The data.
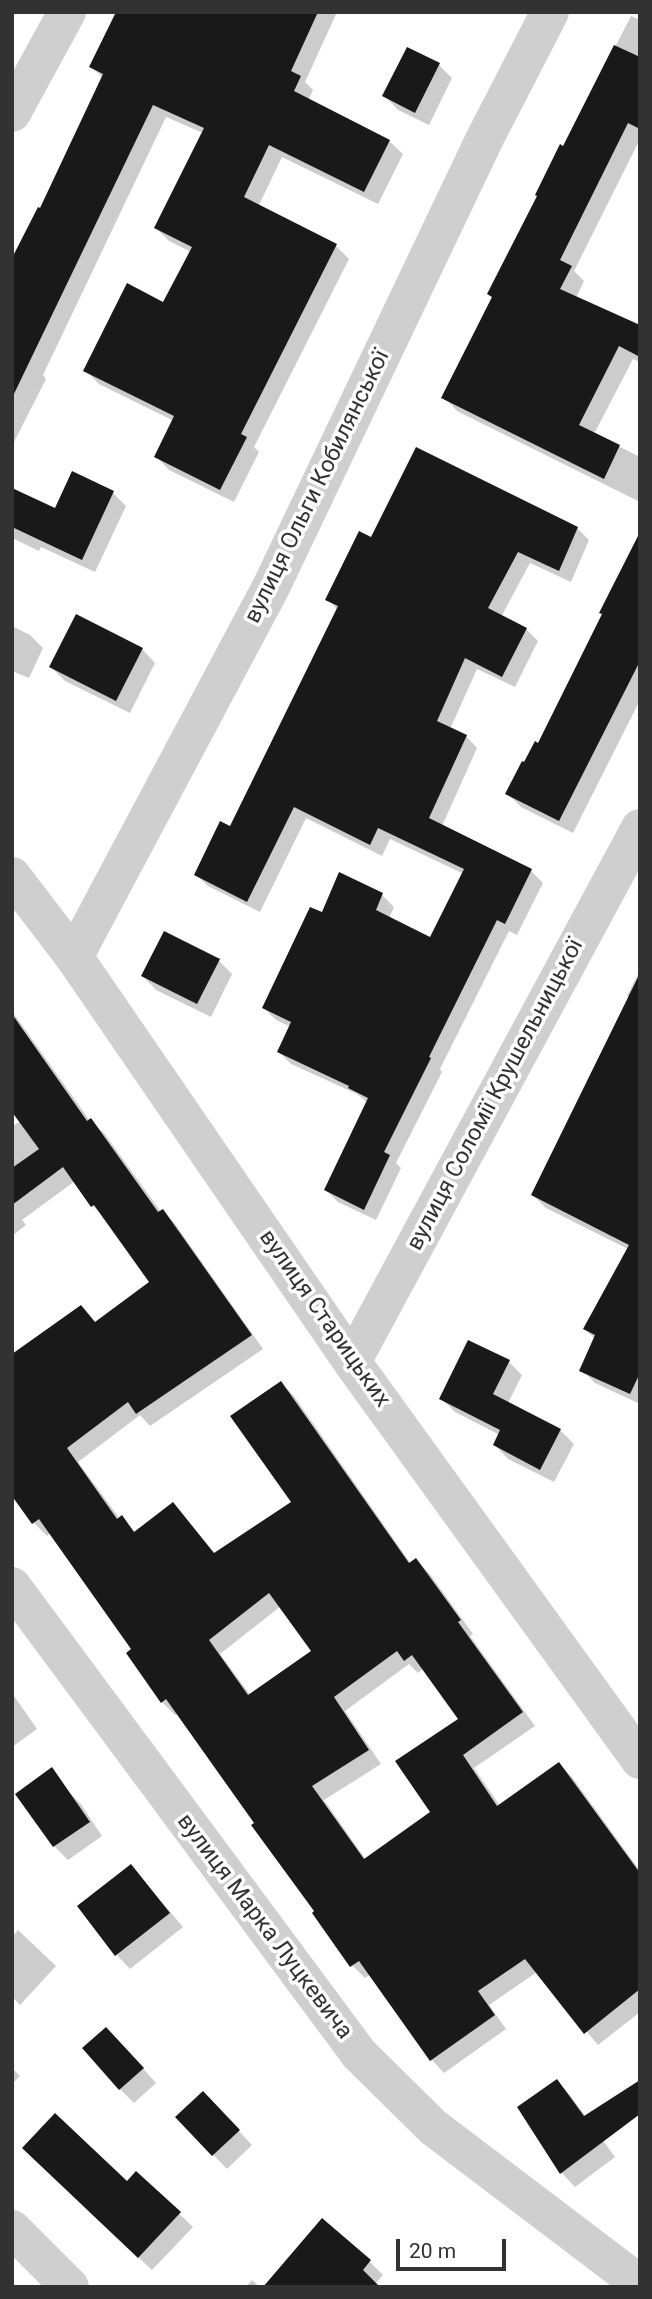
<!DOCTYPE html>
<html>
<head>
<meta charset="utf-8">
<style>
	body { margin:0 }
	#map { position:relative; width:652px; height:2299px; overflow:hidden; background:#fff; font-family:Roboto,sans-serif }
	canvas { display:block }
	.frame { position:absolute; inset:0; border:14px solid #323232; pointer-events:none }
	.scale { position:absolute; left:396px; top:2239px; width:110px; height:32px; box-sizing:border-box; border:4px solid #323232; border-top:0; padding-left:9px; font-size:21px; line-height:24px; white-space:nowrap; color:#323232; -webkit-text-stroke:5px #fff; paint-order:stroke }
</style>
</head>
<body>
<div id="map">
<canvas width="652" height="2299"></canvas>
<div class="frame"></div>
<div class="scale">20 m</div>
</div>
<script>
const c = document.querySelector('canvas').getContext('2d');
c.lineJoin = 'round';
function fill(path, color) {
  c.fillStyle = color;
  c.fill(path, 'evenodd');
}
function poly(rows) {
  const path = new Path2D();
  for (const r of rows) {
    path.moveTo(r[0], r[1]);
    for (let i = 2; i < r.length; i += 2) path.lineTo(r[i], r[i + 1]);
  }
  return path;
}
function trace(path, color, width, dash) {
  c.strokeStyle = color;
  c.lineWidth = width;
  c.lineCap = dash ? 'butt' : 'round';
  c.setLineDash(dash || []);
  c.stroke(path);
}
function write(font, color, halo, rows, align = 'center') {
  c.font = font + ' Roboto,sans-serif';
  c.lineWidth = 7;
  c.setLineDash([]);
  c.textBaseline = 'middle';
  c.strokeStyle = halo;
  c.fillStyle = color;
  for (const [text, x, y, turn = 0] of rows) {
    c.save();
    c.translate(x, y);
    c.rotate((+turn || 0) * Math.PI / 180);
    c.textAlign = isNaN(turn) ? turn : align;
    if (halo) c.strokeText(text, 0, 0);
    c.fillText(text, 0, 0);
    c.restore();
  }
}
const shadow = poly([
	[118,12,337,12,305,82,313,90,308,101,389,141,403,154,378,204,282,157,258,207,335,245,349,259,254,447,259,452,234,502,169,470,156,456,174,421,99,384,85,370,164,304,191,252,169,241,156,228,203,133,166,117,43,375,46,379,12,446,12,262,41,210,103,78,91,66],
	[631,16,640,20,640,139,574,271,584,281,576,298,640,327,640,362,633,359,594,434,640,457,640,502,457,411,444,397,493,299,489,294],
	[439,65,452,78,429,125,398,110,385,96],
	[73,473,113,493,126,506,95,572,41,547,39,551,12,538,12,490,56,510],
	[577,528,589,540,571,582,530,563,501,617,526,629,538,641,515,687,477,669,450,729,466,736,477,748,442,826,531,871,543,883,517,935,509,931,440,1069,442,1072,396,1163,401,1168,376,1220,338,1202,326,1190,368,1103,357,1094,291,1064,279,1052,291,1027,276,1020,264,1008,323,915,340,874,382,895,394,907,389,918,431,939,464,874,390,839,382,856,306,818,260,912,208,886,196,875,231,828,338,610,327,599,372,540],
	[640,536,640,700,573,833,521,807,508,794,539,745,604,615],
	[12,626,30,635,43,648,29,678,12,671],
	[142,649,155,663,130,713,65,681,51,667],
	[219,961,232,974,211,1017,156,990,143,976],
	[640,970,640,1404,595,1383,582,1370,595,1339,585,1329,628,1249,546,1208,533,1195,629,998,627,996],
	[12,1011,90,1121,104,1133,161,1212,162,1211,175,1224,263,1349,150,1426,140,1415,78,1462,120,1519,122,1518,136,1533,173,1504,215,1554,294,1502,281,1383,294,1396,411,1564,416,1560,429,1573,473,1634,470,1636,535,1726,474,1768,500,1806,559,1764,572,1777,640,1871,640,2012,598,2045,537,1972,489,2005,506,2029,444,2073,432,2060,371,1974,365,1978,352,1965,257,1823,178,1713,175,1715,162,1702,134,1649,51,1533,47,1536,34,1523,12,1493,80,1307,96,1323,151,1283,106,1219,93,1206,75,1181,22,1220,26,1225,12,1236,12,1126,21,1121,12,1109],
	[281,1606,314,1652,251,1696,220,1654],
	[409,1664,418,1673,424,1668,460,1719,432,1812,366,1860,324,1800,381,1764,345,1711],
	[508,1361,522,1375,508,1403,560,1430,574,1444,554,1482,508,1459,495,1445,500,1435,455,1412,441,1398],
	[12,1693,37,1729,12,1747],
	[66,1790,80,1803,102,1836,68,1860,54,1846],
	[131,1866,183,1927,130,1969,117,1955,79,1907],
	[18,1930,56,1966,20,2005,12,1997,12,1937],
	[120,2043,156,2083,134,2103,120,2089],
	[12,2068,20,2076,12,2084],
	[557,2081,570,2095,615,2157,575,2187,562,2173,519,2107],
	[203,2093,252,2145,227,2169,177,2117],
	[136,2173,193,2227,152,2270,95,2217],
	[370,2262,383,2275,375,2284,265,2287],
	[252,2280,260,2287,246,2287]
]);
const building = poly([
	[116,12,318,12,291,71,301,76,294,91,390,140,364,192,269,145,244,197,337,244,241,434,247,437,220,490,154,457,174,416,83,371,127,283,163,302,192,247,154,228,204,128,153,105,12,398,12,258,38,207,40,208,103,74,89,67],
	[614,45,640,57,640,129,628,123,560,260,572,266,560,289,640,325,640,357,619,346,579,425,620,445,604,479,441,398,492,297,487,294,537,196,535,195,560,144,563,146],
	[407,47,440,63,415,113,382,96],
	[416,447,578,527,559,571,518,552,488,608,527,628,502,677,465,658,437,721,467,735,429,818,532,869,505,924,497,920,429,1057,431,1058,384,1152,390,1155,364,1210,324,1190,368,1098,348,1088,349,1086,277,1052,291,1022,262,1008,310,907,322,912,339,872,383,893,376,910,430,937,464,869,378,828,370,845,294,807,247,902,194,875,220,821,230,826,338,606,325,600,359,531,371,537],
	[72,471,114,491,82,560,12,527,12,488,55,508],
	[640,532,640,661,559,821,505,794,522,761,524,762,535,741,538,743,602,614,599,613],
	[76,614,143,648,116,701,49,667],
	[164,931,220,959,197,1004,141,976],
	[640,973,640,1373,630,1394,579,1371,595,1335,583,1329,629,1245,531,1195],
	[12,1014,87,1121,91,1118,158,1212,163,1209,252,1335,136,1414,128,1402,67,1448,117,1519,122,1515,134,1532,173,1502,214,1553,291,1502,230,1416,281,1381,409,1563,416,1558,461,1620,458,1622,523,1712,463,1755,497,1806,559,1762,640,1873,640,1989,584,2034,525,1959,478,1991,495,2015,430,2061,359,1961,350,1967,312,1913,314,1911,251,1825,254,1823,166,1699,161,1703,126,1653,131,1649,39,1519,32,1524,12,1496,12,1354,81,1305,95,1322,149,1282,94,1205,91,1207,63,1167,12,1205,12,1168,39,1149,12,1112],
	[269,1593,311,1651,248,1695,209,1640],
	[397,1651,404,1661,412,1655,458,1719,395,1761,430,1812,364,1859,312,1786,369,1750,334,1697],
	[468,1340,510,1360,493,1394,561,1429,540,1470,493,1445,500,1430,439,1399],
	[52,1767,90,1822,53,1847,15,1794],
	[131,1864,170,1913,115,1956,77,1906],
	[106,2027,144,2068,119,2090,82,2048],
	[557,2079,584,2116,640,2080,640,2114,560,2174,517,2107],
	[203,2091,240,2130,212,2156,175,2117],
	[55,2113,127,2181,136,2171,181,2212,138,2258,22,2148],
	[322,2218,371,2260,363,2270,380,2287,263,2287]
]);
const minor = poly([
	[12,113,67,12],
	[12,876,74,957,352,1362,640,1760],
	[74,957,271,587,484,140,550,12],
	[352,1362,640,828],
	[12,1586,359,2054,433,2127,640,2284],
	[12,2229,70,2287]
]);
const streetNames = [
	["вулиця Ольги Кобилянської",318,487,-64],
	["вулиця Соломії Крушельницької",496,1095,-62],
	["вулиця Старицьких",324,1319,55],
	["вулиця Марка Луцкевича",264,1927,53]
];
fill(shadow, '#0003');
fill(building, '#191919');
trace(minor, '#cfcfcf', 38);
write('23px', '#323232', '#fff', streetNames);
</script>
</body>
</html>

Work request.
Copy every line from the records that holds the string "halo".

Solved problem.
function write(font, color, halo, rows, align = 'center') {
  c.strokeStyle = halo;
    if (halo) c.strokeText(text, 0, 0);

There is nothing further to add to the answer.